In its charter, the OAU said its main objectives included ridding the continent of the remaining vestiges of colonization and apartheid; promoting unity and solidarity among African states; coordinating cooperation for development; safeguarding the sovereignty and territorial integrity of member states; and promoting international cooperation.

In 1999, OAU leaders meeting in Libya decided the organization needed to refocus its goals to focus more intensely on cooperation and integration of African states to drive the continent’s growth and economic development. They issued a declaration calling for the establishment of the African Union, which was officially launched in 2002.

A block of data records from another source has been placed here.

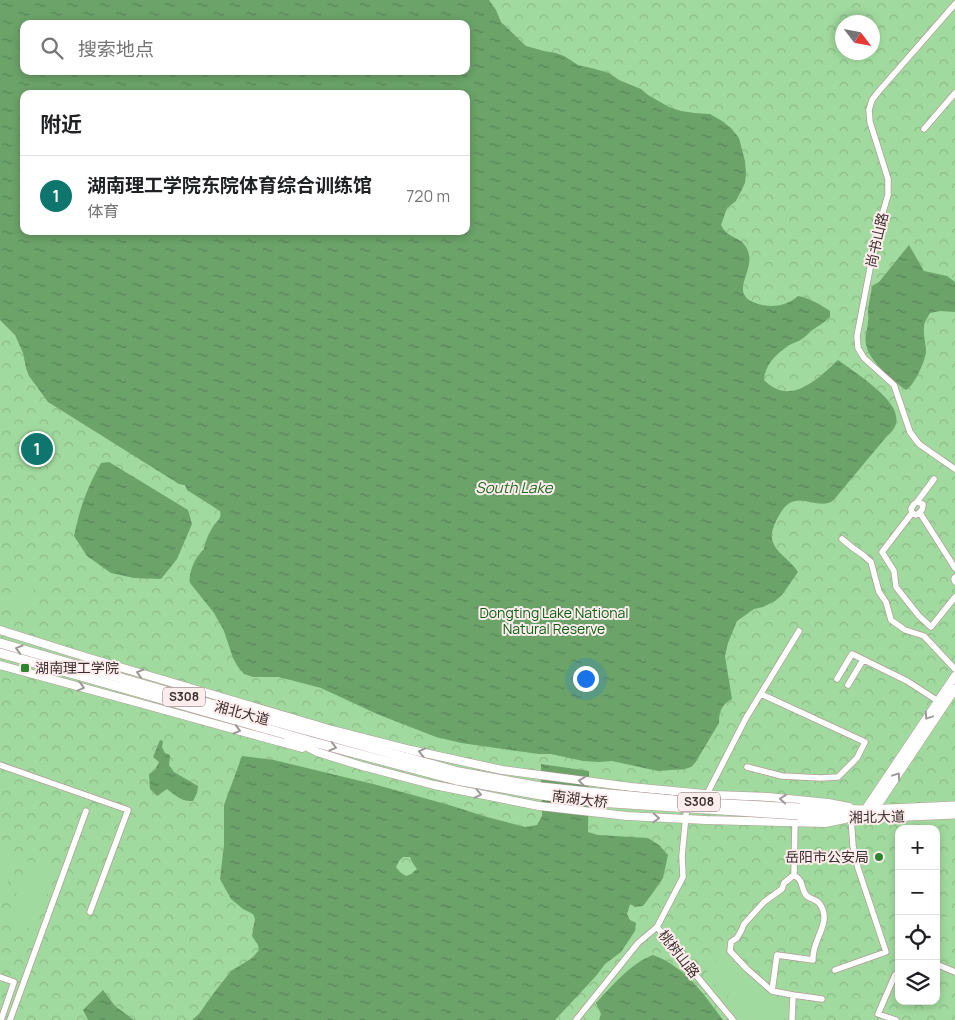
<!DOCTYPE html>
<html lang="zh">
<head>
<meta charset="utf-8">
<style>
	body { margin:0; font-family:Manrope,"Noto Sans SC",sans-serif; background:#f2f2f2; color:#202124 }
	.controls { position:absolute; right:15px; bottom:15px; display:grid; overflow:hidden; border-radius:10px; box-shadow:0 2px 8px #0003 }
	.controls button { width:45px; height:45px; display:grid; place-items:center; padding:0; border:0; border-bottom:1px solid #e0e0e0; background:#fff; color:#202124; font:25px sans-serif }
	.compass { position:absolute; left:835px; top:15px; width:45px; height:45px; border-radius:50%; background:#fff; box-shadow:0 2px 8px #0003; rotate:122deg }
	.you { position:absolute; left:585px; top:678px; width:18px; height:18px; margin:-12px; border:4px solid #fff; border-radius:50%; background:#1a73e8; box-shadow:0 0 0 8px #1a73e833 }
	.badge { display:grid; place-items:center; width:32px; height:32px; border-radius:50%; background:#0f766e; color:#fff; font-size:16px; font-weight:700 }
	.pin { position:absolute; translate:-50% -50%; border:2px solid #fff; box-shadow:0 1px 5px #0006 }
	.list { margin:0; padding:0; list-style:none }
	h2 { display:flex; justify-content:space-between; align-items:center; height:65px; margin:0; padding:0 20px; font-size:21px }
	h2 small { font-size:16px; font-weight:400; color:#757577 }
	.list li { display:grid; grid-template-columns:32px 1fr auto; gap:15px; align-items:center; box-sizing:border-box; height:80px; padding:0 20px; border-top:1px solid #e0e0e0 }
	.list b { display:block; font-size:19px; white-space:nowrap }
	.list p { margin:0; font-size:16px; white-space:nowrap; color:#757577 }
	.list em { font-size:16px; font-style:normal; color:#757577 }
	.icon { flex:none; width:28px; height:28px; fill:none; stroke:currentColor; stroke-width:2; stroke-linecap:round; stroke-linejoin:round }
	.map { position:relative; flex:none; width:955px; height:1020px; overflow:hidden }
	.search { position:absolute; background:#fff; box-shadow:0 2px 8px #0003; left:20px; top:20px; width:450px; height:55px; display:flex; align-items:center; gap:12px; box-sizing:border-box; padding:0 18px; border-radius:10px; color:#757577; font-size:19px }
	.panel { position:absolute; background:#fff; box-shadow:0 2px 8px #0003; left:20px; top:90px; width:450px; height:145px; border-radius:10px }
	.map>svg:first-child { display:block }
	.park { fill:url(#park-crowns); fill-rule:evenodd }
	.garden { fill:#a1da9e }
	.water { fill:url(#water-ripples); fill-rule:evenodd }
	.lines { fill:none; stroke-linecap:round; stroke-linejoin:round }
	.minor-casing { stroke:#b59b9a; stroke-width:7 }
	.major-casing { stroke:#b59b9a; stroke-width:9 }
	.highway-casing { stroke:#b59b9a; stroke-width:10 }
	.minor { stroke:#fff; stroke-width:5.5 }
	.major { stroke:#fff; stroke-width:8 }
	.highway { stroke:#fff; stroke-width:9 }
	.highway-bridge-casing { stroke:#b59b9a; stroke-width:10; stroke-linecap:butt }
	.highway-bridge { stroke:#fff; stroke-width:9 }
	.oneway { stroke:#9d9898 }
	.poi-dot { fill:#2f8431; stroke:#feedec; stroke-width:2 }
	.labels { text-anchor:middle; stroke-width:4; stroke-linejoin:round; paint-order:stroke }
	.shield { fill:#feedec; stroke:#766968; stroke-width:1 }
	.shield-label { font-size:12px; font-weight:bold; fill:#3b3030 }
	.street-label { font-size:14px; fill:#3b3030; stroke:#feedec }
	.park-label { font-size:14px; fill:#0b5f13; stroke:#feedec }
	.poi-label { font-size:14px; fill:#3b3030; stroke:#feedec; text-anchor:start }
	.water-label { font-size:15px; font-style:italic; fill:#1b6a1f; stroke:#feedec }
</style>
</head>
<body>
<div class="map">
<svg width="955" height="1020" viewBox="0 0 955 1020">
	<defs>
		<pattern id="park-crowns" width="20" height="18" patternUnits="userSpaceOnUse" patternTransform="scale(1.25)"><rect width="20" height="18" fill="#a1da9e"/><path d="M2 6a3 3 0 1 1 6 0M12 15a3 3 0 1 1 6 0" fill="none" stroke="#8cbb88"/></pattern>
		<pattern id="water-ripples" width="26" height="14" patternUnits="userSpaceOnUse" patternTransform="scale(1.25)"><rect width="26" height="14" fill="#6ba369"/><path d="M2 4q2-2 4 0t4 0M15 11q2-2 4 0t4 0" fill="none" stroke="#598557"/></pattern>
	</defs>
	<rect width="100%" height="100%" fill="#f9dddb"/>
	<!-- park -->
	<path class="park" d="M 0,0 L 955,0 L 955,1020 L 0,1020 ZM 842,22 L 872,22 L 872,52 L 842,52 ZM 24,24 L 466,24 L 466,71 L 24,71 ZM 24,94 L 466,94 L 466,231 L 24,231 ZM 899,829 L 936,829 L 936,1001 L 899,1001 Z"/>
	<!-- garden -->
	<path class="garden" d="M 17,582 L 34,589 L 24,613 L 7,605 Z
		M 0,848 L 21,855 L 15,871 L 0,866 Z
		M 28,860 L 56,869 L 35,930 L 7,921 Z
		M 0,869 L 11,873 L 0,903 Z
		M 952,916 L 952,931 L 936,932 L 936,917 Z
		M 720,956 L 740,974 L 724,993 L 704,975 Z
		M 751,973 L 790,1014 L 783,1020 L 749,1020 L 727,996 Z"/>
	<!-- water -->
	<path class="water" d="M 0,0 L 489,0 L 496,10 L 501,22 L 526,46 L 544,51 L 556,53 L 564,56 L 578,65 L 595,69 L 609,73 L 619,80 L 641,89 L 648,95 L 669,107 L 681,111 L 695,113 L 710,114 L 722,121 L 731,128 L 739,138 L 745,161 L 746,173 L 745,183 L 736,201 L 727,208 L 721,225 C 728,240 742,235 748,251 C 756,272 726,294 758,304 C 769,307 779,307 789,302 C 792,301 795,298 798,296 C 807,297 823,306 830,311 L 830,317 C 824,323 818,326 811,331 C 808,334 805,337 802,339 C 798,342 792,343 788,346 C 775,355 765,365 764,380 C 790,407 818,379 838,360 C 853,371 894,397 896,416 C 898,425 893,431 887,436 L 837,496 C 835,499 832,502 828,503 C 815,507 800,494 787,505 C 783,508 779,515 776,521 C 774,525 771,533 772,539 C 775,553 791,560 798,572 L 782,595 L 775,601 L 763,607 L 754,609 L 737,621 L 728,643 L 725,656 L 732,699 C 721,705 719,712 719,723 L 695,763 L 691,767 L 685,769 L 658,771 L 612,761 L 599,762 L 583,761 L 551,754 L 539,754 L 461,743 L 436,737 L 377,714 L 321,688 L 279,677 L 253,677 L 244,674 L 238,667 L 233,658 L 224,631 L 214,613 L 190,583 C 188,572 196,556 204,549 C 205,541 210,531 214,525 C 218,520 222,518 220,511 L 187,490 L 185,485 L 179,484 L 48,402 L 29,376 L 26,368 L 23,353 L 15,335 L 0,320 ZM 24,24 L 466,24 L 466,71 L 24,71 ZM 24,94 L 466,94 L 466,231 L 24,231 Z
		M 909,245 L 924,271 L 947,276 L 955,282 L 955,312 L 940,311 L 930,313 C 928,317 924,322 924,327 C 923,336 926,343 926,351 C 926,360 914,386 906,390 C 893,381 868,360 866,344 C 864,336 868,329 868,321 C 869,318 868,316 868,313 C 868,304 871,295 872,286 L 879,282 Z
		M 109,462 L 188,510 L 192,524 L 177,559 L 161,579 L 134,578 L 111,573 L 87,556 L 74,536 C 80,507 87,488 101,463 Z
		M 160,740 L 163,741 L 162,747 L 165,753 L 170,755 L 169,765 L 174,772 L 198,786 L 197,793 L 193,801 C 182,802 175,795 167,789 L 157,796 L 150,789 L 149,774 L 155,770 L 159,762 L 153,757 Z
		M 242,756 L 274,760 L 377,785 L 449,805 L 487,817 L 525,827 L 537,825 L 542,816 L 541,764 L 589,771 L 588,832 L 598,835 L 648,838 L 659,845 L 668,855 L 663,878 L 652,894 L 643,906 L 635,907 L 630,904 L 627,914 L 630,920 L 636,923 L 635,931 L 621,952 L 605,964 L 596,976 L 555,1020 L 192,1020 L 199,1014 L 213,994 L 231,971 L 252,958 L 259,950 L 258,945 L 252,936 L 255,919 L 253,914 L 243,909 L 231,899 L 220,879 L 224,845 L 224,805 ZM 403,857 L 410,857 L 412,862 L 417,869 L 411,874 L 406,876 L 400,872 L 396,867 L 399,861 Z
		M 653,955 C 684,966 704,994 723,1020 L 599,1020 L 601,1014 L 596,1003 C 612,986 631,963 653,955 Z
		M 103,990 L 115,1006 L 134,1020 L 88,1020 L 83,1010 Z"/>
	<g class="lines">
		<defs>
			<path id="minor" d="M 955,4 L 879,91 L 872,100 L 869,110 L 870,122 L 888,179 L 888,195 L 877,232 L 857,336 L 858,348 L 864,358 L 894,385 L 910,432 L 919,444 L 955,469
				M 924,129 L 955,93
				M 917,502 L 914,504 L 911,509 L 912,513 L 916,515 C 921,512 923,510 923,504 L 917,502 L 934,479
				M 912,513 L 882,552 L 894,571 L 896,587 L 919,616 L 931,627 L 955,597
				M 920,513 L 955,568
				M 842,539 L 853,548 L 863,555 L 871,562 L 879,592 L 886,602 L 891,620 L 905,630 L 924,636 L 955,669
				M 955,577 L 954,579 L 955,582
				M 837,679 L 852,654 L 907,681 L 938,701
				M 848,685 L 863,660
				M 0,765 L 128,810 L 90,912
				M 747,767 L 782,776 L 821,778 L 838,777 L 857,758 L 865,742 L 761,694
				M 707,794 L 746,718 L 799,631
				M 687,805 L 682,856 L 683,877 L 657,927 L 690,968 L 733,1020
				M 936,964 L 955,972
				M 835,970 L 886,952 L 858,868 L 853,846 L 851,818
				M 0,977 L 14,982 L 1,1020
				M 772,991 L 777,955 L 813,960 C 811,940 834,922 819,903 C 816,899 809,899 806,895 C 800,887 805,882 794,875
				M 793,995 L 822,999
				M 10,1020 L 86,811
				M 576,1020 L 638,943 L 657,927
				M 792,1020 L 793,995 L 772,991 L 747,969 L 730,951 L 731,942 L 737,938 L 741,931 L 744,924 L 764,902 L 782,889 L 784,883 L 794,875 L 795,823
				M 896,1020 L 878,1014 L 895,975 L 899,976"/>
			<path id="major" d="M 0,630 L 89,658 L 329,729 L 411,750 L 502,770 L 631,787 L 715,795 L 768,797 L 828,803 L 849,807
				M 0,665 L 139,703 L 302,748
				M 288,737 L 317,752 L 362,766 L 434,785 L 539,806 L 627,816 L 706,820 L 825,823 L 845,819
				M 875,813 L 875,809 L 955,689
				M 865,814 L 865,810 L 955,676"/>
			<path id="highway" d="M 0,643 L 211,704 L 459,772 L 541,787 L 598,793
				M 0,653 L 313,742 L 456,780 L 541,795 L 597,802
				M 800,808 L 865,810 L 955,806
				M 798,815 L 864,818 L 955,814"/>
		</defs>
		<!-- minor casing -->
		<use href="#minor" class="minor-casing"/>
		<!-- major casing -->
		<use href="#major" class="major-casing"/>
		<!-- highway casing -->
		<use href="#highway" class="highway-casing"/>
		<!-- minor -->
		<use href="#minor" class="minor"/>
		<!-- major -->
		<use href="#major" class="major"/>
		<!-- highway -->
		<use href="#highway" class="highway"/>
		<defs>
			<path id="highway-bridge" d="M 598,793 L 705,803 L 800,808
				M 597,802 L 798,815"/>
		</defs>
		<!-- highway-bridge casing -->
		<use href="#highway-bridge" class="highway-bridge-casing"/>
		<!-- highway-bridge -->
		<use href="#highway-bridge" class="highway-bridge"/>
	</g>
	<!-- one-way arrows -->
	<defs><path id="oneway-chevron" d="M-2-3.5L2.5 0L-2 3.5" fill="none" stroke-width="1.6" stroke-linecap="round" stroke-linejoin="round" transform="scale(1.25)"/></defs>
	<g class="oneway">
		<use href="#oneway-chevron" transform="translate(19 649) rotate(-164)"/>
		<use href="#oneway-chevron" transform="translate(140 673) rotate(-163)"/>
		<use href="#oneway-chevron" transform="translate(81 687) rotate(15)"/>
		<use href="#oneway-chevron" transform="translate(928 716) rotate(124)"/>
		<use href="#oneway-chevron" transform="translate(237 730) rotate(16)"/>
		<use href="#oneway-chevron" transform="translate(333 747) rotate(16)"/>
		<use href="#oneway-chevron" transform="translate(422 752) rotate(-168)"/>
		<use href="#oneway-chevron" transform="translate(897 776) rotate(-56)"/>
		<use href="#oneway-chevron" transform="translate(582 781) rotate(-173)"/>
		<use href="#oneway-chevron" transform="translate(478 794) rotate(12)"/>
		<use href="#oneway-chevron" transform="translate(783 799) rotate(-175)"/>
		<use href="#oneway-chevron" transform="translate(656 818) rotate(3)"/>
	</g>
	<!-- markers -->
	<g class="poi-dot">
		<rect x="20" y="663" width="10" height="10" rx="2.5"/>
		<circle cx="879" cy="857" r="5"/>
	</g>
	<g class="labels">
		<!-- shield labels -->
		<g class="shield">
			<rect x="163" y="687.5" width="42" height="19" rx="4"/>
			<rect x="678" y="792.5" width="42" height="19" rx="4"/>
		</g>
		<g class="shield-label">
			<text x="184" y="701">S308</text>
			<text x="699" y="806">S308</text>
		</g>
		<!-- street labels -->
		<g class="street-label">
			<text transform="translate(877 240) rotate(-77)" y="5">尚书山路</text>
			<text transform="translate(242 713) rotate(15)" y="5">湘北大道</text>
			<text transform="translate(580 799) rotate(7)" y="5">南湖大桥</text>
			<text transform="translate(877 817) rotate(-1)" y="5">湘北大道</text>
			<text transform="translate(679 954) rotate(52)" y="5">桃树山路</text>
		</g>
		<!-- park labels -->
		<g class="park-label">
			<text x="554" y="618">Dongting Lake National<tspan x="554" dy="16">Natural Reserve</tspan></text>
		</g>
		<!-- poi labels -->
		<g class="poi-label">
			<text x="35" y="673">湖南理工学院</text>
			<text x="869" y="862" text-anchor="end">岳阳市公安局</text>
		</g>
		<!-- water labels -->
		<g class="water-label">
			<text x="514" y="493">South Lake</text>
		</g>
	</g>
</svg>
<div class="controls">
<button>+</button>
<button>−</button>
<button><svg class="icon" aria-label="locate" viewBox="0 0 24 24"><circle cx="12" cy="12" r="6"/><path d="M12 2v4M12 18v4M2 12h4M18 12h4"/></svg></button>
<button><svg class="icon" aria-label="layers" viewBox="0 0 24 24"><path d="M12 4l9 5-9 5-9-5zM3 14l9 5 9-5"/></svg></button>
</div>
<svg class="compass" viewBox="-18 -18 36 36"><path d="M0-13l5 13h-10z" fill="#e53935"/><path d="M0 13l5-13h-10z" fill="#757577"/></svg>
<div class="you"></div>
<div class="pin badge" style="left:37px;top:449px">1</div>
<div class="search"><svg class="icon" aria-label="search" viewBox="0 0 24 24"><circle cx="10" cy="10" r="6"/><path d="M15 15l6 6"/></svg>搜索地点</div>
<section class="panel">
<h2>附近<small></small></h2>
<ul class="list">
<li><span class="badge">1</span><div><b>湖南理工学院东院体育综合训练馆</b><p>体育</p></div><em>720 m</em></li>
</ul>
</section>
</div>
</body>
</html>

In opening remarks to the delegates Thursday, AU Commission Chairman H.E. Moussa Faki Mahamat called it an important day in the history of Africa, as it honors the organization’s founders, who laid the groundwork for “the African renaissance and its socioeconomic and political development.”

In his comments, Mahamat, the former Chadian prime minister, warned against interference by world powers in the continent’s affairs in what he called a “hegemonic struggle between the great powers” playing out internationally.

Mahamat said this threatens to make Africa the battleground of a “new version of the Cold War.” He called it a “zero-sum game where the gains of others would translate into losses for Africa.” He did not elaborate.

Some information for this report was provided by Agence France-Presse.